Michele entende que os tatuianos aceitam melhor e interagem mais com os negros. “Porém, a gente ainda vê pequenas coisas, como brincadeiras que podem ser tidas como discriminação”, opinou.

Ela ressaltou que ainda sofre preconceito racial. “Eu estou trabalhando com a educação (monitora de alunos), e teve um pai de aluno que, quando me viu pela primeira vez, porque eu estava com dread (penteado africano), percebi que o assustei. Considero esta atitude preconceito, pela maneira com a qual ele me olhou”.

A presidente acredita que o racismo contra os negros está distante de acabar. “Você só saberá quando sentir na ‘pele’ o que é ser negro”.

Segundo ela, atualmente, também é possível imaginar que o negro “está na moda”, visto a evidência de artistas e jogadores de futebol. Mas, Michele relata que a fama “atinge” apenas essa parcela da sociedade.

“A realidade é muito difícil. Existem várias propostas de trabalho, por exemplo, mas algumas pessoas acham que nós ainda somos escravos. Costumo dizer que apenas a educação nos diferencia”, argumentou.

Michele ainda aponta que a história do negro relatada nos livros escolares é contada equivocadamente. De acordo com ela, os símbolos relacionados à imagem do negro são correntes e chicotes.

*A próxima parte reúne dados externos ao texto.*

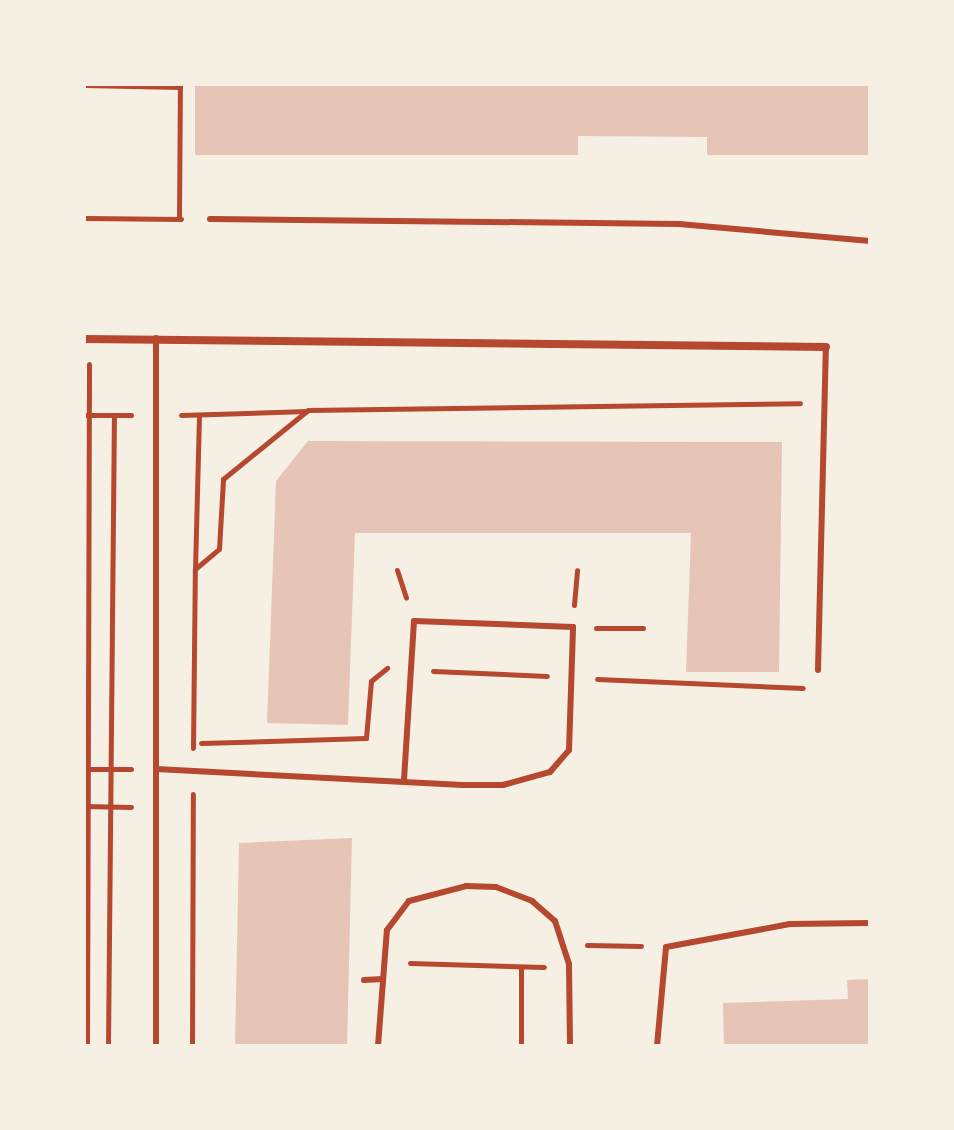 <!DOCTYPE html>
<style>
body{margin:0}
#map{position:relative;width:954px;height:1130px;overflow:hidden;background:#f6efe4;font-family:Manrope,sans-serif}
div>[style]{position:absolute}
.building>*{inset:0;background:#e6c5b7}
.path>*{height:5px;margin:-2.5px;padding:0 2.5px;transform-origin:2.5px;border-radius:2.5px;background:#b5482f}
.service>*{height:6px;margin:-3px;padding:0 3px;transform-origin:3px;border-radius:3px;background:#b5482f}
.minor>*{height:8px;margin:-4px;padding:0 4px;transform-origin:4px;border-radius:4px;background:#b5482f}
span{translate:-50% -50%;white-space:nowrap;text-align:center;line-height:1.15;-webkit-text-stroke:6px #f6efe4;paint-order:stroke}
.frame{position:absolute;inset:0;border:86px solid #f6efe4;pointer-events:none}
</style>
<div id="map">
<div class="building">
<i style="clip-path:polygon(195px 84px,870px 84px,870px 155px,707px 155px,707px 137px,578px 136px,578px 155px,195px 155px)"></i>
<i style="clip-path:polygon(308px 441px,782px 442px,779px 672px,686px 672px,691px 533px,355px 533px,348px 725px,267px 723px,276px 481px)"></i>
<i style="clip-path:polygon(352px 838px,347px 1046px,235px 1046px,239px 843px)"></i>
<i style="clip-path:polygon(870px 979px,870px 1046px,724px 1046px,723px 1003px,848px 999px,847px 980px)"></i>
</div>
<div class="path">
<i style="left:84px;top:85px;width:96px;rotate:1.2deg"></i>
<i style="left:84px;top:218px;width:97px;rotate:0.6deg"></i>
<i style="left:179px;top:219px;width:135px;rotate:-89.6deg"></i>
<i style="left:85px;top:415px;width:46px"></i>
<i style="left:181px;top:415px;width:126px;rotate:-1.8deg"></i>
<i style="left:199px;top:416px;width:153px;rotate:91.5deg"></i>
<i style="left:195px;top:569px;width:31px;rotate:-40deg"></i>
<i style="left:219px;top:549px;width:70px;rotate:-86.7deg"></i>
<i style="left:223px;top:479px;width:109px;rotate:-39.1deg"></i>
<i style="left:308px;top:410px;width:492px;rotate:-0.8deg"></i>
<i style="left:397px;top:570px;width:29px;rotate:72deg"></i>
<i style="left:574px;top:605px;width:35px;rotate:-85deg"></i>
<i style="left:596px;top:628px;width:47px"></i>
<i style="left:433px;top:671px;width:114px;rotate:2.5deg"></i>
<i style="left:597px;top:679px;width:206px;rotate:2.5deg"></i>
<i style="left:201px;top:743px;width:165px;rotate:-1.7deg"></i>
<i style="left:366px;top:738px;width:57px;rotate:-85deg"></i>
<i style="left:371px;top:681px;width:21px;rotate:-39deg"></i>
<i style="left:193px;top:748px;width:179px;rotate:-89.4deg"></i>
<i style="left:84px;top:769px;width:47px"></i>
<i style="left:84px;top:806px;width:47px;rotate:1.2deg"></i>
<i style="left:587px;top:945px;width:54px;rotate:1.1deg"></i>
<i style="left:410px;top:963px;width:134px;rotate:1.7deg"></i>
<i style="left:87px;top:1046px;width:682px;rotate:-89.83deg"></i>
<i style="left:108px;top:1046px;width:631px;rotate:-89.46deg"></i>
<i style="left:192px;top:1046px;width:252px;rotate:-89.8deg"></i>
<i style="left:521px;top:1046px;width:79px;rotate:-90deg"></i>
</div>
<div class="service">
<i style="left:210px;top:219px;width:469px;rotate:0.6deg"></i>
<i style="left:679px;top:224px;width:192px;rotate:5.1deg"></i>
<i style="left:156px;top:338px;width:708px;rotate:90deg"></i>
<i style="left:818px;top:670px;width:323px;rotate:-88.6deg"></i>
<i style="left:156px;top:769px;width:307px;rotate:3deg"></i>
<i style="left:463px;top:785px;width:40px"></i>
<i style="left:503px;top:785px;width:49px;rotate:-15.5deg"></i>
<i style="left:550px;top:772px;width:29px;rotate:-49deg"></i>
<i style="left:569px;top:750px;width:123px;rotate:-88.1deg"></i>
<i style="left:573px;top:627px;width:159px;rotate:-177.8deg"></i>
<i style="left:414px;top:621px;width:160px;rotate:93.6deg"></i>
<i style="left:364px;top:980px;width:19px;rotate:-3deg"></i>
<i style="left:378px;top:1046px;width:116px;rotate:-85.6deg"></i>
<i style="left:387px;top:930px;width:36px;rotate:-53deg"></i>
<i style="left:409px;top:901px;width:59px;rotate:-14.7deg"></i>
<i style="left:466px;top:886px;width:30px;rotate:2deg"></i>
<i style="left:496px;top:887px;width:39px;rotate:21deg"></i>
<i style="left:532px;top:901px;width:30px;rotate:41deg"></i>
<i style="left:555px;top:921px;width:45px;rotate:72deg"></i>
<i style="left:569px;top:964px;width:82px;rotate:89.3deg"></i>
<i style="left:657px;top:1046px;width:99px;rotate:-84.8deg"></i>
<i style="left:666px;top:947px;width:126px;rotate:-10.5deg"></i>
<i style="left:790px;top:924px;width:80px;rotate:-0.7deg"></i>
</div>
<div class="minor">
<i style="left:84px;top:339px;width:742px;rotate:0.62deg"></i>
</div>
<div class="frame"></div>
</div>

“Se conversarmos com uma criança do ensino fundamental, ela não sabe a história completa dos negros. Ela entenderá apenas que fomos escravizados, pois é isso que consta nos livros. Essa é a visão que cresce na cabeça do negro”, ressaltou.

Para tentar mudar esse panorama, a presidente do CMICN pretender entrar numa faculdade de história no ano que vem. Mas, ela afirma que a atuação na sala de aula abrangeria diversas raças, além da negra, como a judaica ou a indígena.

“Continuar com esse preconceito não dá. Precisamos nos aprofundar na história, por isso eu quero ser professora. No conselho municipal, sempre trazemos essa discussão para a cidade”.

Porém, Michele conta que a participação de “outras pessoas” nos debates da causa negra é muito pequena. Ela acredita que esse aspecto deverá mudar quando o assunto chegar às escolas “de uma forma simples, didática, para crianças e adolescentes”.

Ela relatou que a atuação do conselho está em um “meio termo”, pois haverá, até o final do ano, mudanças nos membros do órgão e eleição para a escolha de nova diretoria.

“Algumas pessoas já não estão participando ativamente. Mas, também, temos outras que gostariam de entrar, principalmente jovens. Isso é muito bom, porque eles vêm com muitas ideias”, esclareceu Michele.

Ela informou que, em 2014, o CMICN terá “boas novidades”, inclusive para a época do Carnaval. Michele ainda não sabe se permanecerá na presidência, mas garante que nunca abandonará o combate pelos direitos do negro.

“Independente do conselho, eu sempre fui militante do movimento. Faço porque eu gosto, não porque sou presidente. Quero ensinar as pessoas sobre a nossa (dos negros) história. Eu luto pela minha comunidade”, finalizou.